Understanding The pinecone vector search response

Hi All, I am a Laravel developer. We use the MySQL database to store records.

We are using the full_text search method to get relevant records based on user search queries, we use the tags for search that are stored in records.

To get the more relevant results of user search query we go with semantic search with pinecone.

All things are done well.

But I have two records that response is suspicious.

Record-1 :-

tags :- diwali,special,exhibition,poster,posters,festival,festivals,divali,dewali,deepavali,deepawali,red,elegant
created_at :- 2023-10-24 11:26:03

Record-2 :-

tags :- diwali,festival,lights,festivals,deepawali,deepavali,greetings,wish,wishes,card,greeting,design,celebration,dipawali,दीपावली,dewali,deewali,dipavali,दिवाळी,divali,dipawli,wishfully,festivel,featival,dipabali,fastivel,depavali,lighted

created_at :- 2022-07-25 09:52:49

The response for this records are when I search for Diwali:-

  1. Record-2 with 0.698541462.
  2. Record-1 with 0.614984274.

As of my know this score will be generated based on how close vectors are.

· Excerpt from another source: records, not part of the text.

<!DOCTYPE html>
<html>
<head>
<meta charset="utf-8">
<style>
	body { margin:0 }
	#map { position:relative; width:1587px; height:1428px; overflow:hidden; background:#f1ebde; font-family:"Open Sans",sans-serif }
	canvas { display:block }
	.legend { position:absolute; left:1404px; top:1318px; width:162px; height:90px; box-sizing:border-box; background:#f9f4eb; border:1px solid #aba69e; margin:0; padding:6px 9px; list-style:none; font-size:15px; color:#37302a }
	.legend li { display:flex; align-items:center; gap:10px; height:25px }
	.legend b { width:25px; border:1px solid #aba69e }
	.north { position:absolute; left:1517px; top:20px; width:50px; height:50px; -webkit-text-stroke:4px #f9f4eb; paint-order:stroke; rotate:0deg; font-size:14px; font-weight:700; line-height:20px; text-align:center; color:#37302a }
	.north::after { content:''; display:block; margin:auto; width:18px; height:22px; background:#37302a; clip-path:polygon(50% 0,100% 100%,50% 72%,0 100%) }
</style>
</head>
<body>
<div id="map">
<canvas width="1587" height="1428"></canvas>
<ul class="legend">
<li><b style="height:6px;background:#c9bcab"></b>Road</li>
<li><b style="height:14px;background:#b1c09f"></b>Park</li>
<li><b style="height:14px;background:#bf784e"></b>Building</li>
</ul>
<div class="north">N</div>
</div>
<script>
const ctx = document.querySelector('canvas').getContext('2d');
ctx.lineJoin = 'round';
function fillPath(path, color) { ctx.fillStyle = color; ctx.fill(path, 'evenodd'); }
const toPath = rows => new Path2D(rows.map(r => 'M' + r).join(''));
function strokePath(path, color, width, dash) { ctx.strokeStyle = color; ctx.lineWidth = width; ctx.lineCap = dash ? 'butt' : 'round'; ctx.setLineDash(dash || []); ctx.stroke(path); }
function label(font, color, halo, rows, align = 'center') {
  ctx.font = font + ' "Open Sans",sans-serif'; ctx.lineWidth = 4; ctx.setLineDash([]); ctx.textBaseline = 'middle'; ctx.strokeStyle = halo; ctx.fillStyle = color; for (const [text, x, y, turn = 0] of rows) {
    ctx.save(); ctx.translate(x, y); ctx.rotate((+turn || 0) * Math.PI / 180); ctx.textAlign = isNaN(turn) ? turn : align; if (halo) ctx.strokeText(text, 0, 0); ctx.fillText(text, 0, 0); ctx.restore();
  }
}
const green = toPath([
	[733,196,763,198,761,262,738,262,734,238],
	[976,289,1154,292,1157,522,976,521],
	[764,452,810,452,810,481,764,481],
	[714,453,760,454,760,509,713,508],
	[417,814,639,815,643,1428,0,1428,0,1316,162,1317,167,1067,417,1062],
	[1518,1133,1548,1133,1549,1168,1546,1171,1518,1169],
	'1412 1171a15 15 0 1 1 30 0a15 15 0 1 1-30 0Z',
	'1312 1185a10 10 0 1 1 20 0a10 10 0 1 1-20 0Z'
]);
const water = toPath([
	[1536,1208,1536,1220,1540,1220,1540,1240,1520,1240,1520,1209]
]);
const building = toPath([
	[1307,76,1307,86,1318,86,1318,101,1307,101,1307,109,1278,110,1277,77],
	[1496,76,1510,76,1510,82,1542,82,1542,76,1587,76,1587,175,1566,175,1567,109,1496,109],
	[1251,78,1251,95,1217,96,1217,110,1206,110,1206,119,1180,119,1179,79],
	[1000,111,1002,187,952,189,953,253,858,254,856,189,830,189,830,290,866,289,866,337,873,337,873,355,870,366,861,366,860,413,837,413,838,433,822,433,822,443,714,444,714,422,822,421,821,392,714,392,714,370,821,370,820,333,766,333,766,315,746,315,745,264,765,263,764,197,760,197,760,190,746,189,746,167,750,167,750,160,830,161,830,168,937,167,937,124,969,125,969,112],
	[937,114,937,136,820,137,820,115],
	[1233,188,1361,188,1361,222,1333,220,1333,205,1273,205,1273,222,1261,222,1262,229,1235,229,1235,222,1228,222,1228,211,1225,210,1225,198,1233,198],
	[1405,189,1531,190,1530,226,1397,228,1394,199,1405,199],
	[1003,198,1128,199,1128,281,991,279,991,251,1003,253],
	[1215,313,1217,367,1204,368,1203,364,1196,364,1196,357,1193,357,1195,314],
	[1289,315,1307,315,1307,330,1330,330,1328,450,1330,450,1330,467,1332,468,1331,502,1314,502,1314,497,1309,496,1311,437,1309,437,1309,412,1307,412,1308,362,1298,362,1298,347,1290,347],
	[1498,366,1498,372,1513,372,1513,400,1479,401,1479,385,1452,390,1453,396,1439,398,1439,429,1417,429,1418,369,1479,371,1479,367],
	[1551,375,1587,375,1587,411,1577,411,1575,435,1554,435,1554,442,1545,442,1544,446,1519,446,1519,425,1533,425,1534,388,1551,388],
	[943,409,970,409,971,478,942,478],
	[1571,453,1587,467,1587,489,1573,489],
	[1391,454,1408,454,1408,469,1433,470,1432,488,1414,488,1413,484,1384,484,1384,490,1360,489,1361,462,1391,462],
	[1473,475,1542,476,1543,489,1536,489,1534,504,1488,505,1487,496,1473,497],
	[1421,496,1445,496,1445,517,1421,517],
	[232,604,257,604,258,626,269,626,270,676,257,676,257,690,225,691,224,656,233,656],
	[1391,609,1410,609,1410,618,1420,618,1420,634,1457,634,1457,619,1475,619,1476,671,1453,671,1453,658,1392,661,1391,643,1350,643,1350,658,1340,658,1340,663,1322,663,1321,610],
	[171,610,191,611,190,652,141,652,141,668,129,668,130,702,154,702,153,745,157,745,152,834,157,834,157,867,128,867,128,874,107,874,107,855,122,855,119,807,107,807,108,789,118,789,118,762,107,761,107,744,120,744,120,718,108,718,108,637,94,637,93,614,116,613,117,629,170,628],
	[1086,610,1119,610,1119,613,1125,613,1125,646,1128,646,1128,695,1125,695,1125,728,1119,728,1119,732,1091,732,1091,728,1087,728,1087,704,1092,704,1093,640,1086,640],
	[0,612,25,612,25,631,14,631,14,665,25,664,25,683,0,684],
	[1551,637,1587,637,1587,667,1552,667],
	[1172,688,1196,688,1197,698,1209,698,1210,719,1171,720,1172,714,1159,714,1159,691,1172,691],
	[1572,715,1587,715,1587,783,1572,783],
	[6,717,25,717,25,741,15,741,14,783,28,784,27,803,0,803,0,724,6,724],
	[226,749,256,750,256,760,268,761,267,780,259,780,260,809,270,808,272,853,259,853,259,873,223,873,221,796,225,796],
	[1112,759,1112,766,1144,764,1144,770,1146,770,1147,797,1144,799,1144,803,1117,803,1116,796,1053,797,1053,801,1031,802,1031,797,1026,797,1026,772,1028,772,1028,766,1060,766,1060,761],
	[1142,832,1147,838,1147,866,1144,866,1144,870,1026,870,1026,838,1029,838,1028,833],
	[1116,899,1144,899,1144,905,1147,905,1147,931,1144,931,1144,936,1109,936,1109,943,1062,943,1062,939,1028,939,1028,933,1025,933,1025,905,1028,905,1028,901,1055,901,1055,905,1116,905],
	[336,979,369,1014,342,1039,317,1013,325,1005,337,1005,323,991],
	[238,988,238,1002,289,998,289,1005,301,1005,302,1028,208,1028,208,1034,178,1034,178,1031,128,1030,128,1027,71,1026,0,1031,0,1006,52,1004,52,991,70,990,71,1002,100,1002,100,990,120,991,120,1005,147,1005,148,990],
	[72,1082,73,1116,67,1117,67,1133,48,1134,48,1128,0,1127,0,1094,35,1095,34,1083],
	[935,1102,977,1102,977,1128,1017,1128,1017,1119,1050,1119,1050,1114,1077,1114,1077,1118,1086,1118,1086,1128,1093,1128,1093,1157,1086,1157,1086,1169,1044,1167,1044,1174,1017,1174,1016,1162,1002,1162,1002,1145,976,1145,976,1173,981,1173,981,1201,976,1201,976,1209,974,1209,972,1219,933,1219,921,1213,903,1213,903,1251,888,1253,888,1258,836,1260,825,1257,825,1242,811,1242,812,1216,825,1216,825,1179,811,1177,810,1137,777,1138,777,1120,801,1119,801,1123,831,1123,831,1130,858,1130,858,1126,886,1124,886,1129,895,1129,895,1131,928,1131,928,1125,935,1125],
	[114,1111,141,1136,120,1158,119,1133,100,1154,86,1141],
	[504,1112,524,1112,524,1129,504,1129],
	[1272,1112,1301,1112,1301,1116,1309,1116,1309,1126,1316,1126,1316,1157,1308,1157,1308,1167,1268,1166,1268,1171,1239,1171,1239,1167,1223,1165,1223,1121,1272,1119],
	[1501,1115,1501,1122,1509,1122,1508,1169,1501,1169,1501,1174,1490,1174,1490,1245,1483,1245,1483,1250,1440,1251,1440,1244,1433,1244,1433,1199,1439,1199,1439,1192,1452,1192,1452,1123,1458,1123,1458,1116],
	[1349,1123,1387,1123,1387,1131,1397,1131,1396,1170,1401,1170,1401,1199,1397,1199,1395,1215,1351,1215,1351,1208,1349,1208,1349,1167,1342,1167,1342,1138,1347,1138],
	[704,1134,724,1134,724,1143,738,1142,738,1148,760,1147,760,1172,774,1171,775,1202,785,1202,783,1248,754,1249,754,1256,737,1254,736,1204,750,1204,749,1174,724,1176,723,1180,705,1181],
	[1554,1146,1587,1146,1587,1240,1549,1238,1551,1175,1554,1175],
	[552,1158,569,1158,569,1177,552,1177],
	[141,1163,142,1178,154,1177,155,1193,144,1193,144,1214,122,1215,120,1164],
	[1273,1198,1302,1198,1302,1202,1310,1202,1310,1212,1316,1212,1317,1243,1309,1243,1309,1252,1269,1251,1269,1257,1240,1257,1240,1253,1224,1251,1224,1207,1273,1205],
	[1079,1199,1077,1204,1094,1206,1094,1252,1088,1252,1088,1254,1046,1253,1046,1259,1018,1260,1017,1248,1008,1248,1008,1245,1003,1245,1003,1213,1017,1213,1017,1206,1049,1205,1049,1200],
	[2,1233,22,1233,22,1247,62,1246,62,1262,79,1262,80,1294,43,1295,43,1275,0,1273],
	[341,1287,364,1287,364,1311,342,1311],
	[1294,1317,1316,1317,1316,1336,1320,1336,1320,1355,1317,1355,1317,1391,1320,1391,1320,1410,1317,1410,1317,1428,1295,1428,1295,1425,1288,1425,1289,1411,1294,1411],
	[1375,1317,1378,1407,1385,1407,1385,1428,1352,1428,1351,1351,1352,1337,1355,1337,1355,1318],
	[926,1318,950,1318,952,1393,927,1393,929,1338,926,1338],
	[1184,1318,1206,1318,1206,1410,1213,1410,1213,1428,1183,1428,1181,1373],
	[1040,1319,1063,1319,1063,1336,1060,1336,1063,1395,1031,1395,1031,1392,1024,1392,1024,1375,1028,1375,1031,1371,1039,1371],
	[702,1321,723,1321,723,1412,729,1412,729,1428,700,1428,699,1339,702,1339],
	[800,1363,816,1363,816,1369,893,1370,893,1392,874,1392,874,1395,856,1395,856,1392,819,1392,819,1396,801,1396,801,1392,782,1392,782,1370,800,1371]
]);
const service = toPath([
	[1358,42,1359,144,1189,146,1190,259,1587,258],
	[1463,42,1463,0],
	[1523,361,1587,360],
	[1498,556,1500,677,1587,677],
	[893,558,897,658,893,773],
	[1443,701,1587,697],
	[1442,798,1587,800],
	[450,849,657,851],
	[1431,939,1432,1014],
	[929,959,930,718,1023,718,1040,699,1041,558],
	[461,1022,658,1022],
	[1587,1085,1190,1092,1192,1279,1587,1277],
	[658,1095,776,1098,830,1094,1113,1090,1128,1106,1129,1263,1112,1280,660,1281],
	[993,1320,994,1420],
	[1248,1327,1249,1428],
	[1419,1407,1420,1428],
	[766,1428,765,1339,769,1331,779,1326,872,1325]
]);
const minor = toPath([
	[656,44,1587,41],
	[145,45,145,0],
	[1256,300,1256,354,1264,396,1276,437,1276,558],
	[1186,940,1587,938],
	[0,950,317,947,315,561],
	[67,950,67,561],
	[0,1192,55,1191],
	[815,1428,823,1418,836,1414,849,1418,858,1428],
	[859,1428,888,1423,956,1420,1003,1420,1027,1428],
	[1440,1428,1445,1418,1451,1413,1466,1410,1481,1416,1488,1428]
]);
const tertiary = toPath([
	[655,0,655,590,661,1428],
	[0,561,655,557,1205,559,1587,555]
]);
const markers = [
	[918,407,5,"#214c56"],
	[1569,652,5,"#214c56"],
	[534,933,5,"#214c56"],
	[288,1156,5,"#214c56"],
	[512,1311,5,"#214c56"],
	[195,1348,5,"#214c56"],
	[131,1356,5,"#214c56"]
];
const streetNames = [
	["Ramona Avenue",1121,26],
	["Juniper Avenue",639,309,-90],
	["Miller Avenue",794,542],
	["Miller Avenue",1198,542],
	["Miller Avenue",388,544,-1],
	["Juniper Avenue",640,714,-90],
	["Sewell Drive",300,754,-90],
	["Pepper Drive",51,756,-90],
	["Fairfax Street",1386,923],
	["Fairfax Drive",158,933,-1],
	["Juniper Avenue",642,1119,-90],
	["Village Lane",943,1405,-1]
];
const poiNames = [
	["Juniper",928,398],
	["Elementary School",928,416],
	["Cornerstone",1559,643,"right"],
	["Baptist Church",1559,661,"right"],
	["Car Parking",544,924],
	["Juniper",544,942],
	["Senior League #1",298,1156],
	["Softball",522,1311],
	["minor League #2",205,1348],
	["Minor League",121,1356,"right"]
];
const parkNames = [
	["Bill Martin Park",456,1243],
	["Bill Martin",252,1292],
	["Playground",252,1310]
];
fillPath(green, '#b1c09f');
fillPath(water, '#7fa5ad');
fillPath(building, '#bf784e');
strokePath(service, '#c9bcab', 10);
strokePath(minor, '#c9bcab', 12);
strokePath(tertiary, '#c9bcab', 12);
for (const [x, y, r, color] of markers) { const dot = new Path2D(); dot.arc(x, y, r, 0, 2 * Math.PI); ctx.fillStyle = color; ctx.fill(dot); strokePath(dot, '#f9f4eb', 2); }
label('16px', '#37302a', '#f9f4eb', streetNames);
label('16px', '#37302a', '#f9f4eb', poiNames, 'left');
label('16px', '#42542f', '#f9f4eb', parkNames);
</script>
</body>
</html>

Both records have diwali tags but the record-2 has more diwali tags than record-1.

My query is that :- Is the tags cout reason for this type of score response or there an another things are reason for this type of score response ?


To be able to help here, I suspect we might need to know some more details.

Are you using hybrid search, or is it pure semantic search?

Can you share the search vector and the result vectors?

How are you storing the tags inside Pinecone? Is it the metadata, or are you generating the embeddings from them?